[Stored items]
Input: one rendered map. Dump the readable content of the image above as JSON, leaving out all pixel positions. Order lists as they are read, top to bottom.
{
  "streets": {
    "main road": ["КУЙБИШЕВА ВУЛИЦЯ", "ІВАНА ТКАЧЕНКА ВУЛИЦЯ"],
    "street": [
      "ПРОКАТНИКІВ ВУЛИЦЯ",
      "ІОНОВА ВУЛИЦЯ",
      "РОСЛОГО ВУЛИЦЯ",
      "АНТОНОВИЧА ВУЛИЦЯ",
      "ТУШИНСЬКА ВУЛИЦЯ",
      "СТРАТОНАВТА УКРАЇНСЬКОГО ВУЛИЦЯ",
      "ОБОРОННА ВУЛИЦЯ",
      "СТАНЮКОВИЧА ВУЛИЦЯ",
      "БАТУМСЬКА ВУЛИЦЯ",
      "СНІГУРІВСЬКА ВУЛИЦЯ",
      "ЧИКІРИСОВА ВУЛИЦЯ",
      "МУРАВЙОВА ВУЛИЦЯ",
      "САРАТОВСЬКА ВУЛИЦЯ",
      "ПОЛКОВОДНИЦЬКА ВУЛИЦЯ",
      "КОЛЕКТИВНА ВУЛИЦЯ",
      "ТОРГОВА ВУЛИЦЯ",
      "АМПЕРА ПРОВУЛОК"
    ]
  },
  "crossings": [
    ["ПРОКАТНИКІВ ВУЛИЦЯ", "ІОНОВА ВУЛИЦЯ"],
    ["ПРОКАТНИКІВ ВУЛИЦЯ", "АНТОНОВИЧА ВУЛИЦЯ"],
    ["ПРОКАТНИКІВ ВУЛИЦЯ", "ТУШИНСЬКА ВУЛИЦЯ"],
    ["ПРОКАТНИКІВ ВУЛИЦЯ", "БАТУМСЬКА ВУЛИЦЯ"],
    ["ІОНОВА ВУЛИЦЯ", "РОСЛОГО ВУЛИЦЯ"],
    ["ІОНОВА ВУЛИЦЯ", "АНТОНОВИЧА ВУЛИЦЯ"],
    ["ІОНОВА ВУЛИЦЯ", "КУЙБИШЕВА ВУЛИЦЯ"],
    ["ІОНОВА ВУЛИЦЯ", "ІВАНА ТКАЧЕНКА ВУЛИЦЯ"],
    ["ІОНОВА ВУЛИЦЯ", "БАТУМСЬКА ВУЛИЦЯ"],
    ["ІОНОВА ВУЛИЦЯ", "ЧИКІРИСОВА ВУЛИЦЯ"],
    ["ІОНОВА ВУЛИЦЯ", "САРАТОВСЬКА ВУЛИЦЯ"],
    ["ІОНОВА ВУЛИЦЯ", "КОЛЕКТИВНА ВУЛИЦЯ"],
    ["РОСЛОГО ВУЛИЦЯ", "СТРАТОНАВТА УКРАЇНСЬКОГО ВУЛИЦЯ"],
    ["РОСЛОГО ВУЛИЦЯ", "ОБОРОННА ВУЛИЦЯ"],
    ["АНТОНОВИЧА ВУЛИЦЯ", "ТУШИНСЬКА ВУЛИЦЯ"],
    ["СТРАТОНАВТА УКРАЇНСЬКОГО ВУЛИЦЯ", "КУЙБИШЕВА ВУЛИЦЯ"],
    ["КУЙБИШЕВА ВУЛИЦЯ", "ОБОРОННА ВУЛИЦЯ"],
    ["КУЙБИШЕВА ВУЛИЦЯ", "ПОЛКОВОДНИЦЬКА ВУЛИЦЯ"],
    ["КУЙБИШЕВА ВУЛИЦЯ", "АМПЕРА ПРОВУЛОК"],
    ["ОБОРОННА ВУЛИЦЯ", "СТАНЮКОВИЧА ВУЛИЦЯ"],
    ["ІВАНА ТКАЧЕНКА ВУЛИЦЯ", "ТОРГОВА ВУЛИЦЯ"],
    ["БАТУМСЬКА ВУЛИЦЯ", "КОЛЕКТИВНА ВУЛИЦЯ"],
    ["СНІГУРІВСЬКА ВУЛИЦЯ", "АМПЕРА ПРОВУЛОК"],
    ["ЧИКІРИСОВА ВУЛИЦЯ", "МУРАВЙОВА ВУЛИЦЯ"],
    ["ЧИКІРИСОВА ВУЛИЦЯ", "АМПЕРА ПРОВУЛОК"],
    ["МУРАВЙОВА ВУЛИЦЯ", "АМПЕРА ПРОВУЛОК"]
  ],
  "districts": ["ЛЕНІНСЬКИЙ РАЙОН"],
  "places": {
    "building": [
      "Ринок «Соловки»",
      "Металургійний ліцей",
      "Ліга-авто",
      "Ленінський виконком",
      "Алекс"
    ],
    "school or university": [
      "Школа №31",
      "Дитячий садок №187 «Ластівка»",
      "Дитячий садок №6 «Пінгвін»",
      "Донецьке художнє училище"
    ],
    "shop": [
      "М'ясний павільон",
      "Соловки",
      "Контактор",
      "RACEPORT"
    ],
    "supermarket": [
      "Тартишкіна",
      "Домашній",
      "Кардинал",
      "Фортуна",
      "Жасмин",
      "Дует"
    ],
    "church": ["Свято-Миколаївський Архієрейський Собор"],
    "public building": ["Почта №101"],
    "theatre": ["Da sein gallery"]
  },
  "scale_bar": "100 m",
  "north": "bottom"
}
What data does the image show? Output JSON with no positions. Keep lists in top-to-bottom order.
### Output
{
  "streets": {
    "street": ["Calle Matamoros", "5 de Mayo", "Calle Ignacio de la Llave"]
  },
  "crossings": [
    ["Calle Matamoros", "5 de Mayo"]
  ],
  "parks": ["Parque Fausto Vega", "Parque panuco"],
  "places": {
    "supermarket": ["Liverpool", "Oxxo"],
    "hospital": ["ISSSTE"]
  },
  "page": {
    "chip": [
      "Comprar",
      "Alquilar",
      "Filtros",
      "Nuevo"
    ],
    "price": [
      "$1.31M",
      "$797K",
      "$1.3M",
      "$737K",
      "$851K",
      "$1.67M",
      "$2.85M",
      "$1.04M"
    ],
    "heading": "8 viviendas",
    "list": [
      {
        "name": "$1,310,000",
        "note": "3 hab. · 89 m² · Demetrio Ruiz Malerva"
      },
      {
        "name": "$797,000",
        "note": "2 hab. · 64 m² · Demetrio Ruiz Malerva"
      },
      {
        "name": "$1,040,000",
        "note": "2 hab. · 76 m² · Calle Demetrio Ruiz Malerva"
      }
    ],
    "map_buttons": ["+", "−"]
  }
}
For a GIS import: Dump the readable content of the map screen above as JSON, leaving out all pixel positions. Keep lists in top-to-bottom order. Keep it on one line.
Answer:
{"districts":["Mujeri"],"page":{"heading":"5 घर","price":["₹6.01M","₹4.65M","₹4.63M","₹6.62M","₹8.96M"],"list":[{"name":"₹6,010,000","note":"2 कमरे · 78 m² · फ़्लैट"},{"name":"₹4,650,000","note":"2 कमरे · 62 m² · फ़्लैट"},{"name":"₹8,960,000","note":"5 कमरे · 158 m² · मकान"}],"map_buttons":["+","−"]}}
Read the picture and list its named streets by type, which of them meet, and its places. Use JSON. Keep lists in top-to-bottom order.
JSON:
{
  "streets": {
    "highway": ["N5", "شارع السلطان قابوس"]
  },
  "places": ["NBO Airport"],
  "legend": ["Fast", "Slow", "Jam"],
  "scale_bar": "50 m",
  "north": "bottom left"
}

**TO DO:** Each record must be copied out exactly and in full.

**WRITTEN RESPONSE:**
Input: one rendered map. Dump the readable content of the image above as JSON, leaving out all pixel positions. Order lists as they are read, top to bottom.
{
  "streets": {
    "main road": ["КУЙБИШЕВА ВУЛИЦЯ", "ІВАНА ТКАЧЕНКА ВУЛИЦЯ"],
    "street": [
      "ПРОКАТНИКІВ ВУЛИЦЯ",
      "ІОНОВА ВУЛИЦЯ",
      "РОСЛОГО ВУЛИЦЯ",
      "АНТОНОВИЧА ВУЛИЦЯ",
      "ТУШИНСЬКА ВУЛИЦЯ",
      "СТРАТОНАВТА УКРАЇНСЬКОГО ВУЛИЦЯ",
      "ОБОРОННА ВУЛИЦЯ",
      "СТАНЮКОВИЧА ВУЛИЦЯ",
      "БАТУМСЬКА ВУЛИЦЯ",
      "СНІГУРІВСЬКА ВУЛИЦЯ",
      "ЧИКІРИСОВА ВУЛИЦЯ",
      "МУРАВЙОВА ВУЛИЦЯ",
      "САРАТОВСЬКА ВУЛИЦЯ",
      "ПОЛКОВОДНИЦЬКА ВУЛИЦЯ",
      "КОЛЕКТИВНА ВУЛИЦЯ",
      "ТОРГОВА ВУЛИЦЯ",
      "АМПЕРА ПРОВУЛОК"
    ]
  },
  "crossings": [
    ["ПРОКАТНИКІВ ВУЛИЦЯ", "ІОНОВА ВУЛИЦЯ"],
    ["ПРОКАТНИКІВ ВУЛИЦЯ", "АНТОНОВИЧА ВУЛИЦЯ"],
    ["ПРОКАТНИКІВ ВУЛИЦЯ", "ТУШИНСЬКА ВУЛИЦЯ"],
    ["ПРОКАТНИКІВ ВУЛИЦЯ", "БАТУМСЬКА ВУЛИЦЯ"],
    ["ІОНОВА ВУЛИЦЯ", "РОСЛОГО ВУЛИЦЯ"],
    ["ІОНОВА ВУЛИЦЯ", "АНТОНОВИЧА ВУЛИЦЯ"],
    ["ІОНОВА ВУЛИЦЯ", "КУЙБИШЕВА ВУЛИЦЯ"],
    ["ІОНОВА ВУЛИЦЯ", "ІВАНА ТКАЧЕНКА ВУЛИЦЯ"],
    ["ІОНОВА ВУЛИЦЯ", "БАТУМСЬКА ВУЛИЦЯ"],
    ["ІОНОВА ВУЛИЦЯ", "ЧИКІРИСОВА ВУЛИЦЯ"],
    ["ІОНОВА ВУЛИЦЯ", "САРАТОВСЬКА ВУЛИЦЯ"],
    ["ІОНОВА ВУЛИЦЯ", "КОЛЕКТИВНА ВУЛИЦЯ"],
    ["РОСЛОГО ВУЛИЦЯ", "СТРАТОНАВТА УКРАЇНСЬКОГО ВУЛИЦЯ"],
    ["РОСЛОГО ВУЛИЦЯ", "ОБОРОННА ВУЛИЦЯ"],
    ["АНТОНОВИЧА ВУЛИЦЯ", "ТУШИНСЬКА ВУЛИЦЯ"],
    ["СТРАТОНАВТА УКРАЇНСЬКОГО ВУЛИЦЯ", "КУЙБИШЕВА ВУЛИЦЯ"],
    ["КУЙБИШЕВА ВУЛИЦЯ", "ОБОРОННА ВУЛИЦЯ"],
    ["КУЙБИШЕВА ВУЛИЦЯ", "ПОЛКОВОДНИЦЬКА ВУЛИЦЯ"],
    ["КУЙБИШЕВА ВУЛИЦЯ", "АМПЕРА ПРОВУЛОК"],
    ["ОБОРОННА ВУЛИЦЯ", "СТАНЮКОВИЧА ВУЛИЦЯ"],
    ["ІВАНА ТКАЧЕНКА ВУЛИЦЯ", "ТОРГОВА ВУЛИЦЯ"],
    ["БАТУМСЬКА ВУЛИЦЯ", "КОЛЕКТИВНА ВУЛИЦЯ"],
    ["СНІГУРІВСЬКА ВУЛИЦЯ", "АМПЕРА ПРОВУЛОК"],
    ["ЧИКІРИСОВА ВУЛИЦЯ", "МУРАВЙОВА ВУЛИЦЯ"],
    ["ЧИКІРИСОВА ВУЛИЦЯ", "АМПЕРА ПРОВУЛОК"],
    ["МУРАВЙОВА ВУЛИЦЯ", "АМПЕРА ПРОВУЛОК"]
  ],
  "districts": ["ЛЕНІНСЬКИЙ РАЙОН"],
  "places": {
    "building": [
      "Ринок «Соловки»",
      "Металургійний ліцей",
      "Ліга-авто",
      "Ленінський виконком",
      "Алекс"
    ],
    "school or university": [
      "Школа №31",
      "Дитячий садок №187 «Ластівка»",
      "Дитячий садок №6 «Пінгвін»",
      "Донецьке художнє училище"
    ],
    "shop": [
      "М'ясний павільон",
      "Соловки",
      "Контактор",
      "RACEPORT"
    ],
    "supermarket": [
      "Тартишкіна",
      "Домашній",
      "Кардинал",
      "Фортуна",
      "Жасмин",
      "Дует"
    ],
    "church": ["Свято-Миколаївський Архієрейський Собор"],
    "public building": ["Почта №101"],
    "theatre": ["Da sein gallery"]
  },
  "scale_bar": "100 m",
  "north": "bottom"
}
What data does the image show? Output JSON with no positions. Keep lists in top-to-bottom order.
### Output
{
  "streets": {
    "street": ["Calle Matamoros", "5 de Mayo", "Calle Ignacio de la Llave"]
  },
  "crossings": [
    ["Calle Matamoros", "5 de Mayo"]
  ],
  "parks": ["Parque Fausto Vega", "Parque panuco"],
  "places": {
    "supermarket": ["Liverpool", "Oxxo"],
    "hospital": ["ISSSTE"]
  },
  "page": {
    "chip": [
      "Comprar",
      "Alquilar",
      "Filtros",
      "Nuevo"
    ],
    "price": [
      "$1.31M",
      "$797K",
      "$1.3M",
      "$737K",
      "$851K",
      "$1.67M",
      "$2.85M",
      "$1.04M"
    ],
    "heading": "8 viviendas",
    "list": [
      {
        "name": "$1,310,000",
        "note": "3 hab. · 89 m² · Demetrio Ruiz Malerva"
      },
      {
        "name": "$797,000",
        "note": "2 hab. · 64 m² · Demetrio Ruiz Malerva"
      },
      {
        "name": "$1,040,000",
        "note": "2 hab. · 76 m² · Calle Demetrio Ruiz Malerva"
      }
    ],
    "map_buttons": ["+", "−"]
  }
}
For a GIS import: Dump the readable content of the map screen above as JSON, leaving out all pixel positions. Keep lists in top-to-bottom order. Keep it on one line.
Answer:
{"districts":["Mujeri"],"page":{"heading":"5 घर","price":["₹6.01M","₹4.65M","₹4.63M","₹6.62M","₹8.96M"],"list":[{"name":"₹6,010,000","note":"2 कमरे · 78 m² · फ़्लैट"},{"name":"₹4,650,000","note":"2 कमरे · 62 m² · फ़्लैट"},{"name":"₹8,960,000","note":"5 कमरे · 158 m² · मकान"}],"map_buttons":["+","−"]}}
Read the picture and list its named streets by type, which of them meet, and its places. Use JSON. Keep lists in top-to-bottom order.
JSON:
{
  "streets": {
    "highway": ["N5", "شارع السلطان قابوس"]
  },
  "places": ["NBO Airport"],
  "legend": ["Fast", "Slow", "Jam"],
  "scale_bar": "50 m",
  "north": "bottom left"
}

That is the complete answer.